What to do: Please filter the listing below and copy out the lines that hold "Patterson".
[Data supplied — start]
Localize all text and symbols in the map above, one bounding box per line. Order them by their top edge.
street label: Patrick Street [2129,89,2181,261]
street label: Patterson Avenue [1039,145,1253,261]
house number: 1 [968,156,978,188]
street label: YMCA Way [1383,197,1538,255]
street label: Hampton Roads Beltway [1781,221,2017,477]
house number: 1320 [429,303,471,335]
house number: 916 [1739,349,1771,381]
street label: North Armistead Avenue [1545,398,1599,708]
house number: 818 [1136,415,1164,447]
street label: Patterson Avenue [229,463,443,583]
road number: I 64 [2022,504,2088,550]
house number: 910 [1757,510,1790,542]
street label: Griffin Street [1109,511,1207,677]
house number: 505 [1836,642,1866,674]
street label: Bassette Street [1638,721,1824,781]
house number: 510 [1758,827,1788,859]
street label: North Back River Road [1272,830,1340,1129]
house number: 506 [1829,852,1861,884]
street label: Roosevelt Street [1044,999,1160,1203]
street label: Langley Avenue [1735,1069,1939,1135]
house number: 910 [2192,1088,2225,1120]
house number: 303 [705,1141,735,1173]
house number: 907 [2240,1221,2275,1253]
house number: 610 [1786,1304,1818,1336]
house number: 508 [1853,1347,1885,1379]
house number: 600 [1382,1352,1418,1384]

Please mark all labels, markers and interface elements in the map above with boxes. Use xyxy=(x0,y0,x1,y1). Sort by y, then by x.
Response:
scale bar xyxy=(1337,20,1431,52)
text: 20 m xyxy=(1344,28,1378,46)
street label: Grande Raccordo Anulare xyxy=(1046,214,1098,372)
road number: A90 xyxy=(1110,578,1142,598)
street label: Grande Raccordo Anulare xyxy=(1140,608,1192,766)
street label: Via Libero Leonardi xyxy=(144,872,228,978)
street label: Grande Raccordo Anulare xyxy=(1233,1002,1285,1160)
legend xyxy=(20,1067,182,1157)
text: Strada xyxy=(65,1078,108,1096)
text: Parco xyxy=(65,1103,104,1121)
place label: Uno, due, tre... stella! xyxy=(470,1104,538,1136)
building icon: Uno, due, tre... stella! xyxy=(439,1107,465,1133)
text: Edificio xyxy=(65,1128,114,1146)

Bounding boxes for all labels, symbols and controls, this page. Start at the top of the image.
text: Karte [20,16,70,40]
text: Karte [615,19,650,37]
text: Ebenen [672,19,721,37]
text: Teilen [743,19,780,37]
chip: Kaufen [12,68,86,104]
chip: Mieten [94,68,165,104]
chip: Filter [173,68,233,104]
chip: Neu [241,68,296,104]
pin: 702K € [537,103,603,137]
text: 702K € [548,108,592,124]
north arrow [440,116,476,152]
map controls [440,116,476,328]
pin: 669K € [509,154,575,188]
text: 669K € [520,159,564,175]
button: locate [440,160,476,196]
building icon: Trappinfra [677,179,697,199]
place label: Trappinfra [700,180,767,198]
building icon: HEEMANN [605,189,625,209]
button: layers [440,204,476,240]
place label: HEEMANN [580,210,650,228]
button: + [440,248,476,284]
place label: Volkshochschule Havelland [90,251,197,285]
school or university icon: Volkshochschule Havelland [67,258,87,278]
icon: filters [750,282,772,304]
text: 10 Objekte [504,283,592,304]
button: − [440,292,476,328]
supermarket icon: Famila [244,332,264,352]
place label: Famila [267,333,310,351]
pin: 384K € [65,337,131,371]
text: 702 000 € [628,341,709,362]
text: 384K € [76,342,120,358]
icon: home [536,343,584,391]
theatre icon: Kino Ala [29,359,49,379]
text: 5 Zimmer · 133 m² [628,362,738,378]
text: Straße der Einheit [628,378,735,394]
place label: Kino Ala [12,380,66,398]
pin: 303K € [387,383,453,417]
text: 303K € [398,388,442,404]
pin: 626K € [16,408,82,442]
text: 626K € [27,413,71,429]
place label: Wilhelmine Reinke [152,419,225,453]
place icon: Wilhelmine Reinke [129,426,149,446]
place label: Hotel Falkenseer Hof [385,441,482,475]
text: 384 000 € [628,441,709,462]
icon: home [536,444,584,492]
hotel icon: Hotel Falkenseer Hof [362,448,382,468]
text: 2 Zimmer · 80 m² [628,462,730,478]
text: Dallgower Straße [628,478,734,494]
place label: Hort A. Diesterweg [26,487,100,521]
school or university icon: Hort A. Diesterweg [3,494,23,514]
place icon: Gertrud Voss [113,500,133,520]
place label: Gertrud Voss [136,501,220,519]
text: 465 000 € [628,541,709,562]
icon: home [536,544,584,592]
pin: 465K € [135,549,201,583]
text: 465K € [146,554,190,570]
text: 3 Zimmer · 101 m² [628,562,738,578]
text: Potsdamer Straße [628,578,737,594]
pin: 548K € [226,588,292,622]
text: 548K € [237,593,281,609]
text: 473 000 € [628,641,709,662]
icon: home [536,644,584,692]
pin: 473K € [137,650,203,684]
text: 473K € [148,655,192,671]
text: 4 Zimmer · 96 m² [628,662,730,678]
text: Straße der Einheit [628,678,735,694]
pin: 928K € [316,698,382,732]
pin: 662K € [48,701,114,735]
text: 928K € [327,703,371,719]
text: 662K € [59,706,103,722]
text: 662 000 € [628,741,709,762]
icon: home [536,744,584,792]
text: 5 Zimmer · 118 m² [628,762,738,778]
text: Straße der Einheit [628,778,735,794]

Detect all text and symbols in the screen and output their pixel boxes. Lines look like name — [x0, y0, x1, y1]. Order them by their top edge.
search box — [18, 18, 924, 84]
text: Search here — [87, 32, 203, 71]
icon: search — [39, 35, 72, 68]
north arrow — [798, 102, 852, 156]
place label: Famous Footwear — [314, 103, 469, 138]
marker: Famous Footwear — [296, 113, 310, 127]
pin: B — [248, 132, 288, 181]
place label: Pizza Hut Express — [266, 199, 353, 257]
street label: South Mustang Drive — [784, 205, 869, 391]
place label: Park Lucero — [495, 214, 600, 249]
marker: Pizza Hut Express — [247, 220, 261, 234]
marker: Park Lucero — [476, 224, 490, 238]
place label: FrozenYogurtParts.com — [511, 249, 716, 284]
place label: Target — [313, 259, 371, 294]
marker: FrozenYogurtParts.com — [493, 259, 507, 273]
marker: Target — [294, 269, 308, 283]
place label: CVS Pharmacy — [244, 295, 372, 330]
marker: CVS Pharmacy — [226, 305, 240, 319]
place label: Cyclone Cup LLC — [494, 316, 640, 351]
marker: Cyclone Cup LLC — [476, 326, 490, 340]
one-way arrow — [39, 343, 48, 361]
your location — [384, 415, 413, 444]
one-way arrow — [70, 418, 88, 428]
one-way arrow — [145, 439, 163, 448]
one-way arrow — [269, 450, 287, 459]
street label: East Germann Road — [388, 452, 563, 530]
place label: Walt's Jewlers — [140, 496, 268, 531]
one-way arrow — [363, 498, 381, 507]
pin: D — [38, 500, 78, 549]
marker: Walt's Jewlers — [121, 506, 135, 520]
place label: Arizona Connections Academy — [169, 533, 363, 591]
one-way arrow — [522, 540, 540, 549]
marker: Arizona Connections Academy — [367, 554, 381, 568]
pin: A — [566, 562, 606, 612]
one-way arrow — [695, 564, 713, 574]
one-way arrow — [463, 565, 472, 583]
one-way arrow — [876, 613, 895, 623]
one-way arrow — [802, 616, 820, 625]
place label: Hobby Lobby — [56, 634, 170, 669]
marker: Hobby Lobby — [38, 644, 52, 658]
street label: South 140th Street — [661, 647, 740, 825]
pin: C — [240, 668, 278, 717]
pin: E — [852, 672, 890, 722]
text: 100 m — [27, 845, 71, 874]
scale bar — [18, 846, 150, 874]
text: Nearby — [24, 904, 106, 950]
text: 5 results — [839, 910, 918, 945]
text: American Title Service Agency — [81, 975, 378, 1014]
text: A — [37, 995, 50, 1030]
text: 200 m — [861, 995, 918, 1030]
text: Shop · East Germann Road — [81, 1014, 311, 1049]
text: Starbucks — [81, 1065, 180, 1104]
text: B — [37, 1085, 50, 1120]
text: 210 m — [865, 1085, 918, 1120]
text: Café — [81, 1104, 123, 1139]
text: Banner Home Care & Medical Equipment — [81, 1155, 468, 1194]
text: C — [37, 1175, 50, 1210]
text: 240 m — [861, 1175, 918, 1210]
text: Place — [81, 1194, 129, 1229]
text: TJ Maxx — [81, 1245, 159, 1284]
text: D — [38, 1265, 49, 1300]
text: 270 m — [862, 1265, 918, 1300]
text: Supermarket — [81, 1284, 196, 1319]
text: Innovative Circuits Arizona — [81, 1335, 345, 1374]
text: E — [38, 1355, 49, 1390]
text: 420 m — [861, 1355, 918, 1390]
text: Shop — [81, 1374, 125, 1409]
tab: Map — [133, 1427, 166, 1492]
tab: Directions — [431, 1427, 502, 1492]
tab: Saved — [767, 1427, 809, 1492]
[Data supplied — finish]
Answer section:
street label: Patterson Avenue [1039,145,1253,261]
street label: Patterson Avenue [229,463,443,583]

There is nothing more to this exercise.